--- INFORMATION SHOWN Enclosed Below ---
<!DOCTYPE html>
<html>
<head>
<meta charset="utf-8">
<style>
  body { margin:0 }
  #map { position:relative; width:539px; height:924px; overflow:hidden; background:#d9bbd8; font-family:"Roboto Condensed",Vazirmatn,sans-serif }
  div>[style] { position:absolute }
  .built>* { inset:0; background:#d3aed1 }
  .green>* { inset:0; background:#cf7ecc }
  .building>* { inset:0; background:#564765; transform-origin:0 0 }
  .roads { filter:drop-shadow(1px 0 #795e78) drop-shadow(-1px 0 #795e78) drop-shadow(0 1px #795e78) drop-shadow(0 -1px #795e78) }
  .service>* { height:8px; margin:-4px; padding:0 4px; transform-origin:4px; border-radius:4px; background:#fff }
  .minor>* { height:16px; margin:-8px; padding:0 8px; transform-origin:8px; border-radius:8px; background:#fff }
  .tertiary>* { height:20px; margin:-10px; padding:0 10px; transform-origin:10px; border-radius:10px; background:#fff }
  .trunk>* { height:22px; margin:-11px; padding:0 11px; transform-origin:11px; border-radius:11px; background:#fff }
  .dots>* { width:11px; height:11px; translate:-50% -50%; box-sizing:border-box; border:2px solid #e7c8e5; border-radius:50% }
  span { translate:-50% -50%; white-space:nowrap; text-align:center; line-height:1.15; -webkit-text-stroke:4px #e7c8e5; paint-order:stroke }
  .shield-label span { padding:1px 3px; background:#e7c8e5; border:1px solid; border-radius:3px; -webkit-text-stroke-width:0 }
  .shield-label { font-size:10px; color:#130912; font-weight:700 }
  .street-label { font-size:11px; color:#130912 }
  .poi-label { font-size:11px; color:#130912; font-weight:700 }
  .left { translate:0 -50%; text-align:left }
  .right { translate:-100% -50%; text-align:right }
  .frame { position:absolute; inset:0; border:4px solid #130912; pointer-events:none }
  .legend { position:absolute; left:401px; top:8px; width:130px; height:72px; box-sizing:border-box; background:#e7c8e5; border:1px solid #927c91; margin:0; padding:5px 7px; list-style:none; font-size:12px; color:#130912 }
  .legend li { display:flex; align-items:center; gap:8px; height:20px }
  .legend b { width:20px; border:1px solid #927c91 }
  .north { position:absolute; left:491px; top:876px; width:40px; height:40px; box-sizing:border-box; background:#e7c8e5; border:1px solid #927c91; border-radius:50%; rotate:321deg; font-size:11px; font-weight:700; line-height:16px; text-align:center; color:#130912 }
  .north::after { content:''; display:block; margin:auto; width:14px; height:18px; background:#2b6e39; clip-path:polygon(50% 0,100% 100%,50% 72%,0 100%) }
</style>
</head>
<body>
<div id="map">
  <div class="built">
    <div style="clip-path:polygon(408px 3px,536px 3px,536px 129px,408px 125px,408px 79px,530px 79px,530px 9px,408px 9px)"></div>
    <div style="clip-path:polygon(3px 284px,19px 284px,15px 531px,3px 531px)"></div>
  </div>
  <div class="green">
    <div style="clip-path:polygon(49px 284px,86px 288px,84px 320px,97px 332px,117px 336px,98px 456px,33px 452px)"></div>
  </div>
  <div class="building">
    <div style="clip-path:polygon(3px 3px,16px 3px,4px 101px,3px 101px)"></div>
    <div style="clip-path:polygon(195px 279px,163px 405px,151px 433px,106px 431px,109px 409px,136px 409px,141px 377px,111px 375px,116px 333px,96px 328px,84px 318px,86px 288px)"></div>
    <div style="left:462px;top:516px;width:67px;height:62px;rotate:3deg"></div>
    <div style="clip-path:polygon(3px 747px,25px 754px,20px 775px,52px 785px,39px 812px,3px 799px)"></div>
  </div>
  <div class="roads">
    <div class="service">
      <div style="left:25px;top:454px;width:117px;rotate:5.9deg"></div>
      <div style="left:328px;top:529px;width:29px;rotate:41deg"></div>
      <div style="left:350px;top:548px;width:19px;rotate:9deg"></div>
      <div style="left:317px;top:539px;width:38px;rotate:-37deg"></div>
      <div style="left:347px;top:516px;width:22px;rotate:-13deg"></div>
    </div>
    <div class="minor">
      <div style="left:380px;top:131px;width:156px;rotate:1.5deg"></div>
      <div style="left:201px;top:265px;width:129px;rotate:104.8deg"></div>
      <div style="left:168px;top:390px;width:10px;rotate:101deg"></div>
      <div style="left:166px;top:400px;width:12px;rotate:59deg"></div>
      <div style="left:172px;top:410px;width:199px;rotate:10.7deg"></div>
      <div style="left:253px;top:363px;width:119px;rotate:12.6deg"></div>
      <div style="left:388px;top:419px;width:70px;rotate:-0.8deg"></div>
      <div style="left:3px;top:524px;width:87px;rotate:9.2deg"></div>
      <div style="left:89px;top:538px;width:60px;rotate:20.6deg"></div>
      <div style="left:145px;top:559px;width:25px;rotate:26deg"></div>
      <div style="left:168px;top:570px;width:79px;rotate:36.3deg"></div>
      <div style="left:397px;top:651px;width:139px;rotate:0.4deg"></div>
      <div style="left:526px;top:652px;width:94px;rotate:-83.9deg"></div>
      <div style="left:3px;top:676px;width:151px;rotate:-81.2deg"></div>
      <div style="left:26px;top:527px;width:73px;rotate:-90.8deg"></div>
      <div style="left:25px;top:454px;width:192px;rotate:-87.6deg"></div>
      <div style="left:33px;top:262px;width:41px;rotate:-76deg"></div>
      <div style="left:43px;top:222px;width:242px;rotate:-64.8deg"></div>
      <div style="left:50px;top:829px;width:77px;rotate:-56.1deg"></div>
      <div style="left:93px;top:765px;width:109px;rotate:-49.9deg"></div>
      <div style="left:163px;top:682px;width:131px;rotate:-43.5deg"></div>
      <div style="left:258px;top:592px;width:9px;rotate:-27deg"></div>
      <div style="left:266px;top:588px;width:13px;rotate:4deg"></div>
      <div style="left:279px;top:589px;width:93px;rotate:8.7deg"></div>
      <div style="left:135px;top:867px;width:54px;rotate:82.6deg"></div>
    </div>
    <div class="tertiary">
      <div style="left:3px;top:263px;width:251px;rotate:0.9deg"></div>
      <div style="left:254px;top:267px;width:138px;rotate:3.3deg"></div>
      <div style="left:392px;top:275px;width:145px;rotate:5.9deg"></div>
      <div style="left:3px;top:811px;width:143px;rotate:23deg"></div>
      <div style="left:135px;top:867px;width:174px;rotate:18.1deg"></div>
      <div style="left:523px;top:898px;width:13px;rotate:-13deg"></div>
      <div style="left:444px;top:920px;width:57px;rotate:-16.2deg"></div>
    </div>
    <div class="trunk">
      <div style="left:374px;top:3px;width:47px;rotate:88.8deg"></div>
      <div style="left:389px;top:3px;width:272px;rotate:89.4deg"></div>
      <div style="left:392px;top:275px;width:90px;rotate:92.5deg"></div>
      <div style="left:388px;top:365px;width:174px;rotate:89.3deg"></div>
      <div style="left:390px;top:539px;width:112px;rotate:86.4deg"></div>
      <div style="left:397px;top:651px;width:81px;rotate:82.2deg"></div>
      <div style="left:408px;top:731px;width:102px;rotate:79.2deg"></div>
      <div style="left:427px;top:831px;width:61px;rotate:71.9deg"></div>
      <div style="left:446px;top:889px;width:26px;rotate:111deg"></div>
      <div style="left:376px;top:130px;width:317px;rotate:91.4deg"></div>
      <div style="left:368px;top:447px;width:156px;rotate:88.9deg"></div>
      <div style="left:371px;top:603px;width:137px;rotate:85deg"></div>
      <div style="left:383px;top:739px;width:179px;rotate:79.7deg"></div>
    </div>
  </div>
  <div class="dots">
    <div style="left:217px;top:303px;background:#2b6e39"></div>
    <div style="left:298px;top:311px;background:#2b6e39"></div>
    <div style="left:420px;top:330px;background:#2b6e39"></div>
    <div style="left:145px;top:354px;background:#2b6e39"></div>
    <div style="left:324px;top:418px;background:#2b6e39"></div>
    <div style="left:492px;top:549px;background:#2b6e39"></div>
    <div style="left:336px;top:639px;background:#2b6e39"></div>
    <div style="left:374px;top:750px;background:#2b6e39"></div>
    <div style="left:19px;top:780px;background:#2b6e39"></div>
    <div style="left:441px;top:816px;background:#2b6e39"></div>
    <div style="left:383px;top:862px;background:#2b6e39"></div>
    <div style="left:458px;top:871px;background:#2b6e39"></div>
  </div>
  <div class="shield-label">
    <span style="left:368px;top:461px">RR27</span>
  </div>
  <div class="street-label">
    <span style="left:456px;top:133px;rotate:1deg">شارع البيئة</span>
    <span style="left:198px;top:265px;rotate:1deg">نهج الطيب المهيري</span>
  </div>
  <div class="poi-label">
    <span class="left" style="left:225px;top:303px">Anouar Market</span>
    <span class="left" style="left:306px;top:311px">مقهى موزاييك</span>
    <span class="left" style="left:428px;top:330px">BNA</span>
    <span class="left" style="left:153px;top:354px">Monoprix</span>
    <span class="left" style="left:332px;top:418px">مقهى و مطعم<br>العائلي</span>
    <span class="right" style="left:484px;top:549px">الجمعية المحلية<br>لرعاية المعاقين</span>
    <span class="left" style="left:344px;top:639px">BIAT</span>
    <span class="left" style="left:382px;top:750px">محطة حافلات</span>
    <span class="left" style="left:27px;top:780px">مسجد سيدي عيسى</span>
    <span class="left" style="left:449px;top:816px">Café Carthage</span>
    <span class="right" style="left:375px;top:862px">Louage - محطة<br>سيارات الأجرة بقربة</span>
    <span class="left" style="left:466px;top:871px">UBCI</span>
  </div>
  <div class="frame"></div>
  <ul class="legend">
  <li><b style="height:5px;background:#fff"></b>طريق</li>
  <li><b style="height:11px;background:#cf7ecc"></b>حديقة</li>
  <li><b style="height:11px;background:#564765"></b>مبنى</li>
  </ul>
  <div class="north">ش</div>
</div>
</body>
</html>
--- End of Enclosed INFORMATION SHOWN ---
WORK REQUEST: Above are the records; from them, give again exactly the lines from the one containing "inset:0; background:#564765; transform-origin:0" to the one containing "font-size:10px; color:#130912; font-weight:700", both lines included, and nothing more.

TASK ANSWER:
  .building>* { inset:0; background:#564765; transform-origin:0 0 }
  .roads { filter:drop-shadow(1px 0 #795e78) drop-shadow(-1px 0 #795e78) drop-shadow(0 1px #795e78) drop-shadow(0 -1px #795e78) }
  .service>* { height:8px; margin:-4px; padding:0 4px; transform-origin:4px; border-radius:4px; background:#fff }
  .minor>* { height:16px; margin:-8px; padding:0 8px; transform-origin:8px; border-radius:8px; background:#fff }
  .tertiary>* { height:20px; margin:-10px; padding:0 10px; transform-origin:10px; border-radius:10px; background:#fff }
  .trunk>* { height:22px; margin:-11px; padding:0 11px; transform-origin:11px; border-radius:11px; background:#fff }
  .dots>* { width:11px; height:11px; translate:-50% -50%; box-sizing:border-box; border:2px solid #e7c8e5; border-radius:50% }
  span { translate:-50% -50%; white-space:nowrap; text-align:center; line-height:1.15; -webkit-text-stroke:4px #e7c8e5; paint-order:stroke }
  .shield-label span { padding:1px 3px; background:#e7c8e5; border:1px solid; border-radius:3px; -webkit-text-stroke-width:0 }
  .shield-label { font-size:10px; color:#130912; font-weight:700 }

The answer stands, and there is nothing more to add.